Kingsley summarized the potential outcomes of this upheaval: “Critics of the Prime Minister and his allies fear that the agenda threatens Israel’s democratic institutions, its already fraught relationship with the Jewish diaspora and its efforts to form new ties with Arab neighbors like Saudi Arabia, and that it effectively sounds the death rattle for long-ailing hopes for a Palestinian state.”

The dangers this agenda brings to Palestinian-identifying individuals and secular Israeli minorities cannot be understated. In the wake of heightened violence in the state, including the deadliest Israeli raid of the West Bank in years, and a wave of Palestinian terrorist attacks that have taken the lives of thirteen Israelis already in 2023, critics are fearful of intensified violence in the region due to the Israeli government’s rhetoric surrounding reshaping Israeli society and moving toward an ultra-Orthodox state.

This dangerous turn toward religious orthodoxy and political extremism somewhat mirrors what has been going on in the United States recently, highlighting the broader trend of democratic backsliding that has gained momentum over the past few years.

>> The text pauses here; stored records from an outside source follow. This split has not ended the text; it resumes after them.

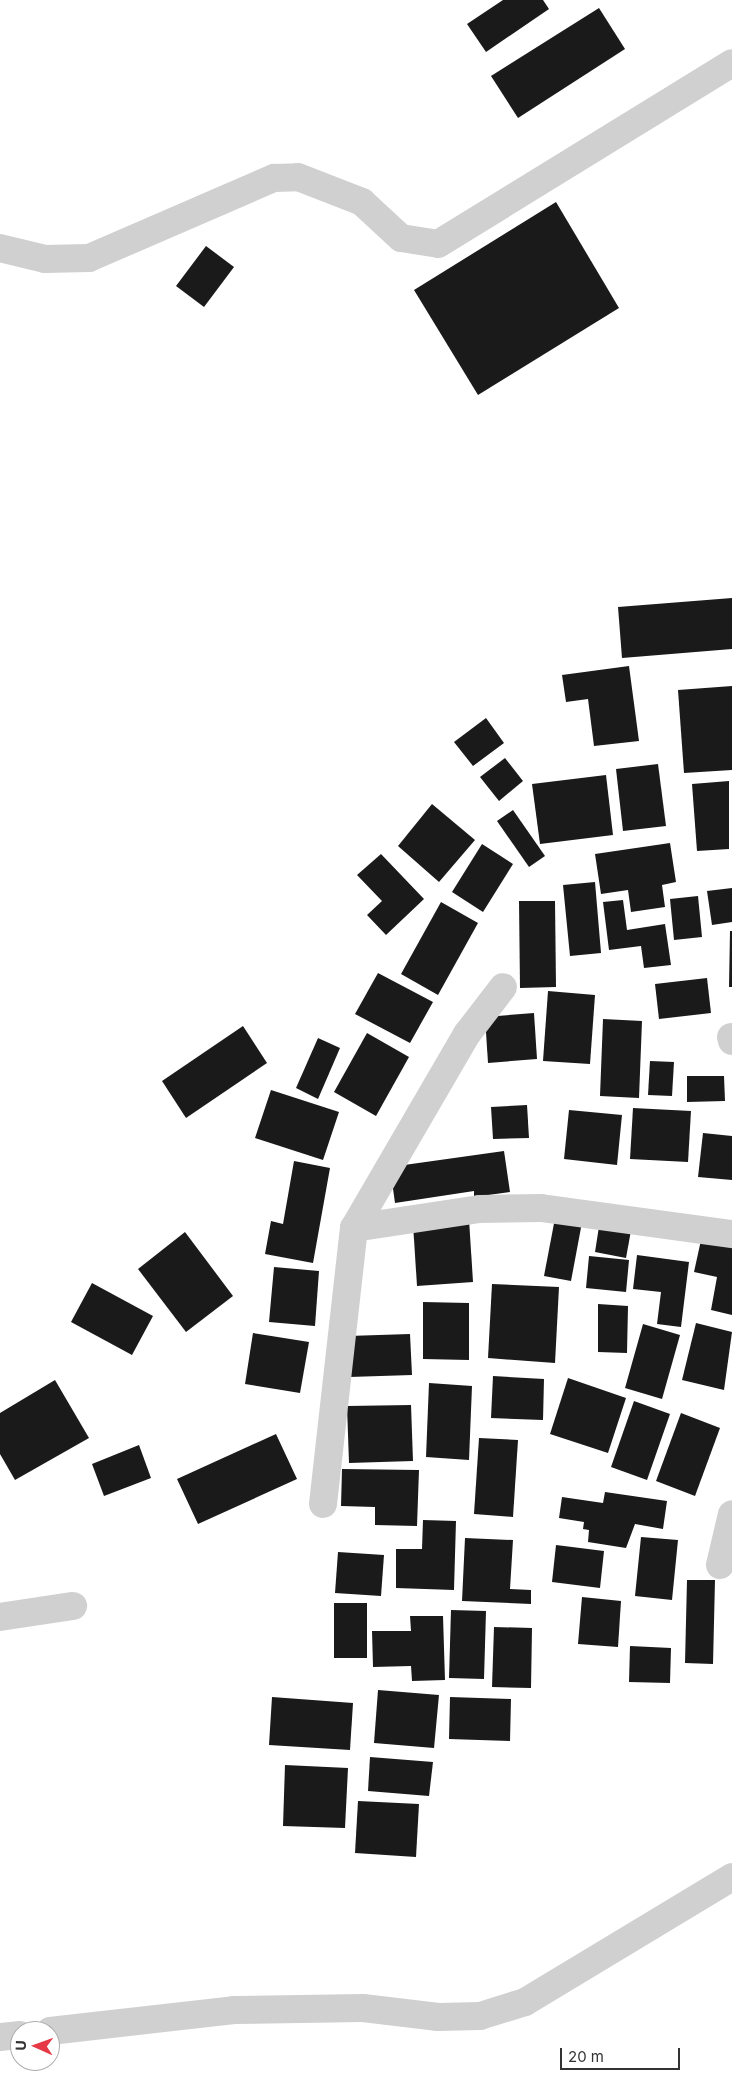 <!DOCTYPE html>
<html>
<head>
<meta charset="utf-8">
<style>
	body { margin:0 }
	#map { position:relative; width:732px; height:2081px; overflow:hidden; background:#fff; font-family:Inter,sans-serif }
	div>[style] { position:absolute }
	.building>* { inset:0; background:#1a1a1a }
	.minor>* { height:28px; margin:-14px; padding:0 14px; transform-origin:14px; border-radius:14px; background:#d0d0d0 }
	span { translate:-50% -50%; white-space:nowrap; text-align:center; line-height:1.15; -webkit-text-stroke:5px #fff; paint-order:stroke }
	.north { position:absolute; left:10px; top:2021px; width:50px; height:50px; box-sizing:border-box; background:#fff; border:1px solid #adadad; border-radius:50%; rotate:272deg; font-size:14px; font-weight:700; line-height:20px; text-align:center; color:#333 }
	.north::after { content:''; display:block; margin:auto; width:18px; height:22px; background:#e63946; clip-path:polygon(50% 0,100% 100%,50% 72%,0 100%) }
	.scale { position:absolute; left:560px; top:2048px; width:120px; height:22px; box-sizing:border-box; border:2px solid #333; border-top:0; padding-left:6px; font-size:15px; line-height:18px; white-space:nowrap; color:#333; -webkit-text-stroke:4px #fff; paint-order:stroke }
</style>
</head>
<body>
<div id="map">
	<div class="building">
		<i style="clip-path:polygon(503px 0,543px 0,549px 9px,486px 52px,467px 24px)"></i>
		<i style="clip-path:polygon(599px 8px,625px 49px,518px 118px,491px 76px)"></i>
		<i style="clip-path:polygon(556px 202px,619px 308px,478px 395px,414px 290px)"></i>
		<i style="clip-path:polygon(206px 246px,234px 267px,204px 307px,176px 286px)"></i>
		<i style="clip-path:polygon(732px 598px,732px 649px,622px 658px,618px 607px)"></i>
		<i style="clip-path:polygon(629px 666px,639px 741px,594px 746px,588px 699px,566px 702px,562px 675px)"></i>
		<i style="clip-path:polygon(732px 686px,732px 770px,684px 773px,678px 690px)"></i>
		<i style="clip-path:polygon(486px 718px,504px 743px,473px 766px,454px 742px)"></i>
		<i style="clip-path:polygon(505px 758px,523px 781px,499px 801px,480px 777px)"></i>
		<i style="clip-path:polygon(658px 764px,666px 826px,623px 831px,616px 769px)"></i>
		<i style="clip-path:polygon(606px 775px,613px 835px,540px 844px,532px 784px)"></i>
		<i style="clip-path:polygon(729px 781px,729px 849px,697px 851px,692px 784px)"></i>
		<i style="clip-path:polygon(432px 804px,475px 840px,439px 882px,398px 846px)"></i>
		<i style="clip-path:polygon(513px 810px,545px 856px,529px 867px,497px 821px)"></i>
		<i style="clip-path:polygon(670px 843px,676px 882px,662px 885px,665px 907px,631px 912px,628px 890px,601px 894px,595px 854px)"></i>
		<i style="clip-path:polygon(482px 844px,513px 864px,483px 912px,452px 892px)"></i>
		<i style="clip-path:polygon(381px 854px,424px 899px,386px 935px,367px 915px,382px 901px,357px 875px)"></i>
		<i style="clip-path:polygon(595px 882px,601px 953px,570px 956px,563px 885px)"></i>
		<i style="clip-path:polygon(732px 888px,732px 922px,712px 925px,707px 891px)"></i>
		<i style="clip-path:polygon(698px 896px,702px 937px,674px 940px,670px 899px)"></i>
		<i style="clip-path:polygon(623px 900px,627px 930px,665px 924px,671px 965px,644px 968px,641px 946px,609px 950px,603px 902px)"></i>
		<i style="clip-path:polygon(519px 901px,555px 901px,556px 987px,520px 988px)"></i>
		<i style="clip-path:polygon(441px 902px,478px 923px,438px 995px,401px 974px)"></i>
		<i style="clip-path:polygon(730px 931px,732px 931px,732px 987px,729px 987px)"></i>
		<i style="clip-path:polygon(378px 973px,433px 1002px,410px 1043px,355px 1014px)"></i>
		<i style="clip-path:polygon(707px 978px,711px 1013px,659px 1019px,655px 984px)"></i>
		<i style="clip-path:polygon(548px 991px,595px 995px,590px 1064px,543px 1061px)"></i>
		<i style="clip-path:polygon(534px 1013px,537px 1059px,488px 1063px,485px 1017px)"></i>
		<i style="clip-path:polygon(603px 1019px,642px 1021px,639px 1098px,600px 1096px)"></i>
		<i style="clip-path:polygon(243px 1026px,267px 1063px,186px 1118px,162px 1081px)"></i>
		<i style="clip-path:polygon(367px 1033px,409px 1057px,376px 1116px,334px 1092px)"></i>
		<i style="clip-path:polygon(318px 1038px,340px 1048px,318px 1099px,296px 1088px)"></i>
		<i style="clip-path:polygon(650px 1061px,674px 1062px,672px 1096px,648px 1095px)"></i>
		<i style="clip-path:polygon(687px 1076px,724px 1076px,725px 1101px,687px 1102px)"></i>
		<i style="clip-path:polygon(271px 1090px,339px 1112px,323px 1160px,255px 1138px)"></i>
		<i style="clip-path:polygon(527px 1105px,529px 1138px,493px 1139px,491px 1107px)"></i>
		<i style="clip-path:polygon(633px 1108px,691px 1111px,688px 1162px,630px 1159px)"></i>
		<i style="clip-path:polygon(569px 1110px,622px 1115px,617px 1165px,564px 1159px)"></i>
		<i style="clip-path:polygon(703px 1133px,732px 1136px,732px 1180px,698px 1177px)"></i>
		<i style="clip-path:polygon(504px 1151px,510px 1192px,474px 1197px,474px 1191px,395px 1203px,390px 1167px)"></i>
		<i style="clip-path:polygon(294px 1161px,330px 1168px,313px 1263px,265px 1254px,271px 1221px,283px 1224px)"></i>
		<i style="clip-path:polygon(556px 1213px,583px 1217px,571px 1281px,544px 1276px)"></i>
		<i style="clip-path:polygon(469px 1219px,473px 1282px,417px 1286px,413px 1224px)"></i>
		<i style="clip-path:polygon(600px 1220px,632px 1225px,626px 1258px,595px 1252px)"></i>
		<i style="clip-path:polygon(185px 1232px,233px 1296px,186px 1332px,138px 1269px)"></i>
		<i style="clip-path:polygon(701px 1240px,732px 1247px,732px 1315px,711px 1310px,717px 1277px,694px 1272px)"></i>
		<i style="clip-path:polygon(637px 1255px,689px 1262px,681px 1327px,657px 1324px,661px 1292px,633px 1289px)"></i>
		<i style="clip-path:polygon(589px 1256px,629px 1260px,626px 1292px,586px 1288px)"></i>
		<i style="clip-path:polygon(274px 1267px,319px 1271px,315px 1326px,269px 1322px)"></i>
		<i style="clip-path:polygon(92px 1283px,153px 1316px,132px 1355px,71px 1322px)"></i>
		<i style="clip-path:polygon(492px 1284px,559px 1287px,555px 1363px,488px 1358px)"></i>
		<i style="clip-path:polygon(423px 1302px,469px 1303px,469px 1360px,423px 1359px)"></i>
		<i style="clip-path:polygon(598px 1304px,628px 1306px,627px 1353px,598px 1352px)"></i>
		<i style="clip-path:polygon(696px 1323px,732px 1332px,724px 1390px,682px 1380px)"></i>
		<i style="clip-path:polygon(643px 1324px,680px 1335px,662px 1399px,625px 1388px)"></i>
		<i style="clip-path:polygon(253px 1333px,309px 1342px,300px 1393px,245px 1384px)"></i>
		<i style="clip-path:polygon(410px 1334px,412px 1375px,349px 1377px,348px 1336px)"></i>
		<i style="clip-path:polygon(493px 1376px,544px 1379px,543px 1420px,491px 1418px)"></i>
		<i style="clip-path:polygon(568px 1378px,626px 1398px,608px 1453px,550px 1434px)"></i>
		<i style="clip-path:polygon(55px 1380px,89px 1438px,15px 1480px,0 1454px,0 1413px)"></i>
		<i style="clip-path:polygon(429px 1383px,472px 1386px,469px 1460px,426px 1457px)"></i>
		<i style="clip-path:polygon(634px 1401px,670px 1414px,647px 1480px,611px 1467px)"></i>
		<i style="clip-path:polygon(411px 1405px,413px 1461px,349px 1463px,347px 1406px)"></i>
		<i style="clip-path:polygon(681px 1413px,720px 1428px,695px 1496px,656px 1481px)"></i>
		<i style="clip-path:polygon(276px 1434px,297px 1479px,198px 1524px,177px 1479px)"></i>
		<i style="clip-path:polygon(479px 1438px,518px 1440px,513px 1517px,474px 1514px)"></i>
		<i style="clip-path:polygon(139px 1445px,151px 1478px,104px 1496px,92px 1464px)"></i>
		<i style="clip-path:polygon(342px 1469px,419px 1470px,417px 1526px,375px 1525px,375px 1507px,341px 1506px)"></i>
		<i style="clip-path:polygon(605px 1492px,667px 1501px,663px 1529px,635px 1524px,626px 1548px,588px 1542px,589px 1530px,583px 1529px,584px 1522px,559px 1518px,562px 1497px,603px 1503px)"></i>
		<i style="clip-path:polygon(423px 1520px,456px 1521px,454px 1590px,396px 1588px,396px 1549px,422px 1549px)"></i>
		<i style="clip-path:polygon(641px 1537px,678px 1540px,672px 1600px,635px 1596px)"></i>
		<i style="clip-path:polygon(465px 1538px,513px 1540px,510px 1589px,531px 1590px,531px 1604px,462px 1601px)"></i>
		<i style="clip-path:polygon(556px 1545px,604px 1551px,600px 1588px,552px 1582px)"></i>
		<i style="clip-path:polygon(338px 1552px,384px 1555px,381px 1596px,335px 1593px)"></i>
		<i style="clip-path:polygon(687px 1580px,715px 1580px,713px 1664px,685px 1663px)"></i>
		<i style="clip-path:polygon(582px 1597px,621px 1601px,618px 1647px,578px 1644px)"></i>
		<i style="clip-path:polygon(334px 1603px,367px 1603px,367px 1658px,334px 1658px)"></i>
		<i style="clip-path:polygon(451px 1610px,486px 1611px,484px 1679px,449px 1678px)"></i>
		<i style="clip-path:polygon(410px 1616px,443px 1616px,445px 1680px,412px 1681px,411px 1666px,373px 1667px,372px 1631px,411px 1631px)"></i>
		<i style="clip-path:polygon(494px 1627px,532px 1628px,531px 1688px,492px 1687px)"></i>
		<i style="clip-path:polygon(630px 1646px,671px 1648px,670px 1683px,629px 1682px)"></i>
		<i style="clip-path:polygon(378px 1690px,439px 1695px,434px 1748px,374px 1743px)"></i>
		<i style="clip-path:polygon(272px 1697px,353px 1703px,350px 1750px,269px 1745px)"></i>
		<i style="clip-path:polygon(450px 1697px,511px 1699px,510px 1741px,449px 1739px)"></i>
		<i style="clip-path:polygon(370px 1757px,433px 1762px,429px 1796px,368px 1791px)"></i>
		<i style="clip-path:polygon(285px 1765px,348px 1768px,345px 1828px,283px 1826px)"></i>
		<i style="clip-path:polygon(358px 1801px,419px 1804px,416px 1857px,355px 1853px)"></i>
	</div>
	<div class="minor">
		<i style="left:0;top:248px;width:46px;rotate:13.7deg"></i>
		<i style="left:45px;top:259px;width:44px;rotate:-1.3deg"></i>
		<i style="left:89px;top:258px;width:202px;rotate:-23.4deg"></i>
		<i style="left:274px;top:178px;width:24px;rotate:-2deg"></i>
		<i style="left:298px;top:177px;width:69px;rotate:21.3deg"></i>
		<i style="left:362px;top:202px;width:53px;rotate:42.7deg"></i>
		<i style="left:401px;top:238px;width:37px;rotate:9deg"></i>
		<i style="left:438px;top:244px;width:345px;rotate:-31.6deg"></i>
		<i style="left:731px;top:1037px;width:4px;rotate:76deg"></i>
		<i style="left:354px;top:1228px;width:127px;rotate:-8.6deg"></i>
		<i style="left:480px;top:1209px;width:61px;rotate:-0.9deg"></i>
		<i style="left:541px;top:1208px;width:193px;rotate:7.8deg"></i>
		<i style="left:323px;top:1504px;width:278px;rotate:-83.6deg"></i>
		<i style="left:354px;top:1228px;width:225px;rotate:-59.8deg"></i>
		<i style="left:467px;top:1034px;width:59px;rotate:-52.5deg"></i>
		<i style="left:720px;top:1565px;width:52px;rotate:-76.8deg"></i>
		<i style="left:0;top:1617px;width:74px;rotate:-8.6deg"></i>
		<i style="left:50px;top:2031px;width:185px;rotate:-6.5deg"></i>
		<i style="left:234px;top:2010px;width:129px;rotate:-0.9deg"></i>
		<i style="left:363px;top:2008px;width:76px;rotate:6.8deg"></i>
		<i style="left:438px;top:2017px;width:42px;rotate:-1.4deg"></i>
		<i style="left:480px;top:2016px;width:47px;rotate:-17.3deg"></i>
		<i style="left:525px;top:2002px;width:242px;rotate:-31.1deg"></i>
		<i style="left:0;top:2037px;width:20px;rotate:-6deg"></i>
	</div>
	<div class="north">U</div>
	<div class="scale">20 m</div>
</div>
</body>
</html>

Take for example the reversal of Roe v. Wade, the rise of voter suppression and the Jan. 6 insurrection — the US certainly has had its issues with democratic integrity lately. Netanyahu’s new regime threatens to similarly mar the sanctity of democracy in Israel, and the implications of this may add to a troubling pattern of global democratic backsliding.

What this conflict means for Jewish communities around the world is unclear, but some Jewish American communities are “voicing unprecedented criticism of the Israeli government,” according to AP News. Netanyahu’s new far-right agenda may be straining relations between Israel and Jewish communities around the world, especially among “predominantly liberal American Jewish communities.”

Considering the fact that there are numerous divergent sects of Jewish people in both Israeli society and among the diaspora, the impact of these reforms will not be uniform. Netanyahu is forging an administration composed of ultra-Orthodox Jewish leaders who have “vowed to reshape Israeli society,” according to the New York Times. With the changes implemented to the judicial system, critics fear that the Supreme Court will become a “self-selecting club,” meaning the ultra-Orthodox members will have the ability to hold basically uncontested power, thus repressing the voices of the plurality of Jewish sects that do not follow their ultra-Orthodox and far-right beliefs.

With tensions rising amid Netanyahu’s reforms, Israelis fear for the protection of minority groups including “Palestinians, LGBTQ people and members of the more liberal Reform and Conservative streams of Judaism, whose ranks are small in Israel but comprise the majority of American Judaism,” according to AP News. While some supporters argue that the fear of Israel losing its democratic values is “complete nonsense,” others contend that Israel stands at a critical crossroads for the future of its democracy.